From a labor point of view, in a consulting business, it’s really about ensuring that you’ve got a really strong pyramid, that you’ve got — because most of your money is made by utilizing your more junior people for as much time as you can. So we’ve been working to ensure that our pyramids are in line. And then thirdly, just the heavy lifting around utilization.

And then the last thing I’d say is that we’re very focused on how we deliver to our price cases, which is how we make sure that the quality of the work that we do actually and the price case that we set out with actually gets delivered with our clients. So those are the things that we do from a margin point of view.

And then in terms of how we, if you will — is it cobbler’s children, I can’t remember, but how we actually apply AI to ourselves, then we’re doing quite a lot of that, particularly in the HR space, where, for example, we run our whole promotion process largely through Watson Orchestrate, which means that all of the data, all of the preparation work is automated. And it’s really only the final decision as to whether it’s remote or not that stays with the manager.

So that’s been very helpful. But also retention tool that has 95% accuracy because, I mean, we’re a people business, so looking at people’s skills, where they’re sitting, what’s happened to them recently and so on and then to be able to decide whether we want to intervene to keep them or not. So those are the sorts of productivity tools that we’re using to ensure that we’re always as efficient as we can make ourselves.

Brian Essex

Got it. Maybe just shift real quick to M&A, I mean, Arvind has mentioned the significant amount of firepower that IBM has. I think they cited — the management team cited kind of a 2/3 software, 1/3 services target model for M&A. What do you think the most likely target profile would be of companies that you might acquire?

John Granger

So in terms of target profile, I mean, to go back to what we talked about earlier and those growth platforms, so I think the first thing is are they capabilities that are going to fall into those growth platforms? So cloud, intelligent workflow, security, will they help us with — particularly with our strategic partnerships?
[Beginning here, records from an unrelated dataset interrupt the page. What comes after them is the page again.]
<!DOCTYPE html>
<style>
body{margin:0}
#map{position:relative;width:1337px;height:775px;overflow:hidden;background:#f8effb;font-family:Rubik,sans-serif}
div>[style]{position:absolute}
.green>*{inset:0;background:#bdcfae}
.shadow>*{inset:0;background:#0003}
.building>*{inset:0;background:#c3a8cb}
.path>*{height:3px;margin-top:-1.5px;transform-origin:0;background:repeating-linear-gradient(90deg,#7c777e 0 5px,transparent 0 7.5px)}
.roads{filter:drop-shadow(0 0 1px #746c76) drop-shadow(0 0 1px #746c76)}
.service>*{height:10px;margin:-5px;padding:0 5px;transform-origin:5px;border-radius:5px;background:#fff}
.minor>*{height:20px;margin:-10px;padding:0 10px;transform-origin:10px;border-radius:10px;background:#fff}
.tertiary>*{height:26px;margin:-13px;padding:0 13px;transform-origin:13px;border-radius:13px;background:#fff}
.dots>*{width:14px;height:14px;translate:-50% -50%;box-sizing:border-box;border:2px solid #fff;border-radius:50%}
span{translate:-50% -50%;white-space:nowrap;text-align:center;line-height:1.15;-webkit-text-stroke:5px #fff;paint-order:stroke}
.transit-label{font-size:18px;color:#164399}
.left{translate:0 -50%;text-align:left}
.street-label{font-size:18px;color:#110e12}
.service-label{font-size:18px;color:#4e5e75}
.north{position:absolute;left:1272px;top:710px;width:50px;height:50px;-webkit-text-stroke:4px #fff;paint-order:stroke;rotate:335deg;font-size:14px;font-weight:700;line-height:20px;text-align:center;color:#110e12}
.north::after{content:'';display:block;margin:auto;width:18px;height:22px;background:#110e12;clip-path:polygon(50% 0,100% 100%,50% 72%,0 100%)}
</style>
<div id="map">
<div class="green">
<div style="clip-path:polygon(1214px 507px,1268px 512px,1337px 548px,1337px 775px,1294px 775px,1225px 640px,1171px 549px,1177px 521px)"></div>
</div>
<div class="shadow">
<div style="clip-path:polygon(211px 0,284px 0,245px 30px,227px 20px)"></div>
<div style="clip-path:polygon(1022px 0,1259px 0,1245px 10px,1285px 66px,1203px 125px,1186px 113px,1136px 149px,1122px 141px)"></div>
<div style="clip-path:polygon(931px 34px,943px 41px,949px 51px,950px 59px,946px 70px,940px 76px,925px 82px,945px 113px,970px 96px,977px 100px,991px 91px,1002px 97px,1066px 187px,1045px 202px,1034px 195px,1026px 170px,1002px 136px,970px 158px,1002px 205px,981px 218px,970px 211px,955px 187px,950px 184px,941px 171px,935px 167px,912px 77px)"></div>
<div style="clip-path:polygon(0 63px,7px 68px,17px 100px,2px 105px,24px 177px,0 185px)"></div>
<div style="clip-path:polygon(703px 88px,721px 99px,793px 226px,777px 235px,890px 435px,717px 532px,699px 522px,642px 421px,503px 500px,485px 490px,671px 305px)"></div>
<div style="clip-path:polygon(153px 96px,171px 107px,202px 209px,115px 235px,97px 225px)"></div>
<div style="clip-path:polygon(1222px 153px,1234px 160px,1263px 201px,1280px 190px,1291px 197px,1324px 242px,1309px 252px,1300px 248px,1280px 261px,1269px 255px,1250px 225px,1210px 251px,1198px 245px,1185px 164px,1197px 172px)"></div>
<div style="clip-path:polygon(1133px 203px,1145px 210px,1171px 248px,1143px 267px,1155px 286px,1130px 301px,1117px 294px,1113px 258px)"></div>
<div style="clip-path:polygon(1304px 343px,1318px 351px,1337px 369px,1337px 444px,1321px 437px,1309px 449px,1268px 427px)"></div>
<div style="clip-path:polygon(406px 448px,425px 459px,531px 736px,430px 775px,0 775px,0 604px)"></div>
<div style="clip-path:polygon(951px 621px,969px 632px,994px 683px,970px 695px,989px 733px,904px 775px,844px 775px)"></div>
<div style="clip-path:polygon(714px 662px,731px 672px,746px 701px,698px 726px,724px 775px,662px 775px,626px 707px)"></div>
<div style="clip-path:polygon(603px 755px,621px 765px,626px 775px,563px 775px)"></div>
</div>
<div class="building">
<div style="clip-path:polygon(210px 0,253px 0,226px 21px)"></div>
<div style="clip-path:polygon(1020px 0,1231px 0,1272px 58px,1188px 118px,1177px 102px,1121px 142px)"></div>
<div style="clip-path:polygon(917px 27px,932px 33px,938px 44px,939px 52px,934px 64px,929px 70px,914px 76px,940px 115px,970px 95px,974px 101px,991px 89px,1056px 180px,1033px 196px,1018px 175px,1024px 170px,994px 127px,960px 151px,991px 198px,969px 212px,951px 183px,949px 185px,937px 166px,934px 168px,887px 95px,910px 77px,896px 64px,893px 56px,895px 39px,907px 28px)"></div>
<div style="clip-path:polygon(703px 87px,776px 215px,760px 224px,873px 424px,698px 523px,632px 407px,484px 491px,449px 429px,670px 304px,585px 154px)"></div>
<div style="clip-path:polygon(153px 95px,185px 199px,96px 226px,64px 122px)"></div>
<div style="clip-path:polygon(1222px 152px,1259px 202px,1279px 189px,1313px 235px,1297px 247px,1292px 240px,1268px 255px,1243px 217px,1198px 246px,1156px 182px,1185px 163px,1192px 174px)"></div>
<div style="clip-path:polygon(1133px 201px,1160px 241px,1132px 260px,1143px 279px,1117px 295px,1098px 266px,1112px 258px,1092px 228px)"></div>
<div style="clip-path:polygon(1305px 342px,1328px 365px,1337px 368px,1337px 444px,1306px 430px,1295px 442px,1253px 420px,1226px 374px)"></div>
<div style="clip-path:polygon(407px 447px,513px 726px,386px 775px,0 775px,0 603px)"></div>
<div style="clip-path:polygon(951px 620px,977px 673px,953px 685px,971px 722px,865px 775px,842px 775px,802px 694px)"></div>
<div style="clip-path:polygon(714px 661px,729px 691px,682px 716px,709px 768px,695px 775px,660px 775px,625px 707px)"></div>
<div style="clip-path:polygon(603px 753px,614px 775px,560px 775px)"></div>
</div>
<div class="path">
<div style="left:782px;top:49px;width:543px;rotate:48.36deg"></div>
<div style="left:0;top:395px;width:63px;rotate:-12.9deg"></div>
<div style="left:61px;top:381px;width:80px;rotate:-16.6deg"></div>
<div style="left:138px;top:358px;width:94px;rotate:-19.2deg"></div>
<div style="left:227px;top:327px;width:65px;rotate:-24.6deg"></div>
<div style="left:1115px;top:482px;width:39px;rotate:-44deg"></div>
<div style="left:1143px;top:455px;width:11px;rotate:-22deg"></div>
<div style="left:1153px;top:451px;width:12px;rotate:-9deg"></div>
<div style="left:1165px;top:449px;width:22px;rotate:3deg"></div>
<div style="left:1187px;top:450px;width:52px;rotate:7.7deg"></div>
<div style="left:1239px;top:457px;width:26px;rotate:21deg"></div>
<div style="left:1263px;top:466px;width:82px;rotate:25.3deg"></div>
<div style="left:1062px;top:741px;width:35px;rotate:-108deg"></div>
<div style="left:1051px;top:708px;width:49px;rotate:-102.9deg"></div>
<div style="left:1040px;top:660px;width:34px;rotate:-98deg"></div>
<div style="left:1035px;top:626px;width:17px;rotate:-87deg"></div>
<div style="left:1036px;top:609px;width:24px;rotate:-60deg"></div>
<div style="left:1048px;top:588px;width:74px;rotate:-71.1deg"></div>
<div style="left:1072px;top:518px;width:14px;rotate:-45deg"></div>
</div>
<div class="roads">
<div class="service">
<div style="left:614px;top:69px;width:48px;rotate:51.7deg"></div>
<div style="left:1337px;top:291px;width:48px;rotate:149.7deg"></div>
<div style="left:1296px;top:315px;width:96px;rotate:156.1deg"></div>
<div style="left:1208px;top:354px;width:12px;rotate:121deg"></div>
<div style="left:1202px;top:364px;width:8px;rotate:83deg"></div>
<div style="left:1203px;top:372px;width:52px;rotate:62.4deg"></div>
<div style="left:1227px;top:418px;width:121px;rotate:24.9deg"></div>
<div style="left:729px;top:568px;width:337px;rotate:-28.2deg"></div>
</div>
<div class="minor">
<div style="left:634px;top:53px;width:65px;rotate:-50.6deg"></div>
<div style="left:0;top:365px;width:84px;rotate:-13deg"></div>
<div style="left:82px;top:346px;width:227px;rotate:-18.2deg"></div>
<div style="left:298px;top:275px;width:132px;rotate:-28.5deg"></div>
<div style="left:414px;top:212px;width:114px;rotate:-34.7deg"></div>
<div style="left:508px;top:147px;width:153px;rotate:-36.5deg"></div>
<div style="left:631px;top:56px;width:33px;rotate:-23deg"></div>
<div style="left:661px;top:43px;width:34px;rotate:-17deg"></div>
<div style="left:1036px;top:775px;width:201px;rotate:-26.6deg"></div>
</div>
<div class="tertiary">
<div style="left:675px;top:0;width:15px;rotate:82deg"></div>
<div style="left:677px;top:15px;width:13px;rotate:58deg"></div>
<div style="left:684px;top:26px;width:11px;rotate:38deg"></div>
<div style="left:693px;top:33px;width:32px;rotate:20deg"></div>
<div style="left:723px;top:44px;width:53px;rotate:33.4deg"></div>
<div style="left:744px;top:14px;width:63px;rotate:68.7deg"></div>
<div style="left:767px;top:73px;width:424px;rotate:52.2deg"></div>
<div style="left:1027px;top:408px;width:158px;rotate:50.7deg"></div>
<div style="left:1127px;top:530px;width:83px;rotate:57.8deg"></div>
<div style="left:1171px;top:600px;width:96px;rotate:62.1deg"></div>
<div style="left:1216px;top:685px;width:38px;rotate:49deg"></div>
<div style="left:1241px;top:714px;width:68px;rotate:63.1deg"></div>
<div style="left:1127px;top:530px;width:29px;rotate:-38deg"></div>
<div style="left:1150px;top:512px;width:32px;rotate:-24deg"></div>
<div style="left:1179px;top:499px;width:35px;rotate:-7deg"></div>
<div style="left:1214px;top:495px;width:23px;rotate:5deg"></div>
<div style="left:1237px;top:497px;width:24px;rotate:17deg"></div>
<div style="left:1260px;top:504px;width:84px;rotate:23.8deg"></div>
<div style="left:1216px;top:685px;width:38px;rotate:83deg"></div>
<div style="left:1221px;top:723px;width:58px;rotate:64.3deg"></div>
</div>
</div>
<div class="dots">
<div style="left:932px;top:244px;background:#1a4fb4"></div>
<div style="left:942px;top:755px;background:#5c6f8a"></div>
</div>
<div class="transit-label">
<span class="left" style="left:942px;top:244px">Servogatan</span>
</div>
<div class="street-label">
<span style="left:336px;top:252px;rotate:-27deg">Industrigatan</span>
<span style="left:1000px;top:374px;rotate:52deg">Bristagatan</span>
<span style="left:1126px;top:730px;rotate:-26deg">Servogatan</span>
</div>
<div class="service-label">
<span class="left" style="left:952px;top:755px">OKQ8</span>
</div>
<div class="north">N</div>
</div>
And then also, you put — across that, you put a market lens. So for example, we’ve identified federal as a market that we want to invest in. And we recently bought Octo, which is a technology and services company in federal, which really helped to build our capability there. So that’s how we look at it from a consulting point of view.

Across all of our acquisitions in IBM, there are really three questions. I mean, does it fit with strategy? Is it going to generate synergy across all of IBM? So whether this is a technology acquisition or a consulting acquisition, we expect it to reinforce either side. And then is it going to be cash-accretive in a reasonable amount of time? And so that is how we’ve thought through that.

Brian Essex

Great. Maybe last question for you, maybe just to wrap it up, what are you the most focused on that is key to the continued success of IBM Consulting?

John Granger

Well, so I think in terms of what we’ve talked about earlier, come as no surprise to say ecosystem and maintaining this open approach and therefore ensuring that we can leverage partnerships. I think taking advantage of technology disruption in the market, of which the present cause célèbre is generative AI. I mean, we’ve got a carry on executing.

But the last thing, I think it’s really important to remember in a consulting business, it’s all about people. And so one of the things that we are trying to stay very focused on is engagement. Because hanging on to your talent is really, really important if you’re going to progress as a business.

Brian Essex

Right. Excellent. With that, I think we’re out of time. So John, thank you very much for joining us.

John Granger

Thanks, Brian. Appreciate it.

Brian Essex

And thank you, everyone, in the audience as well.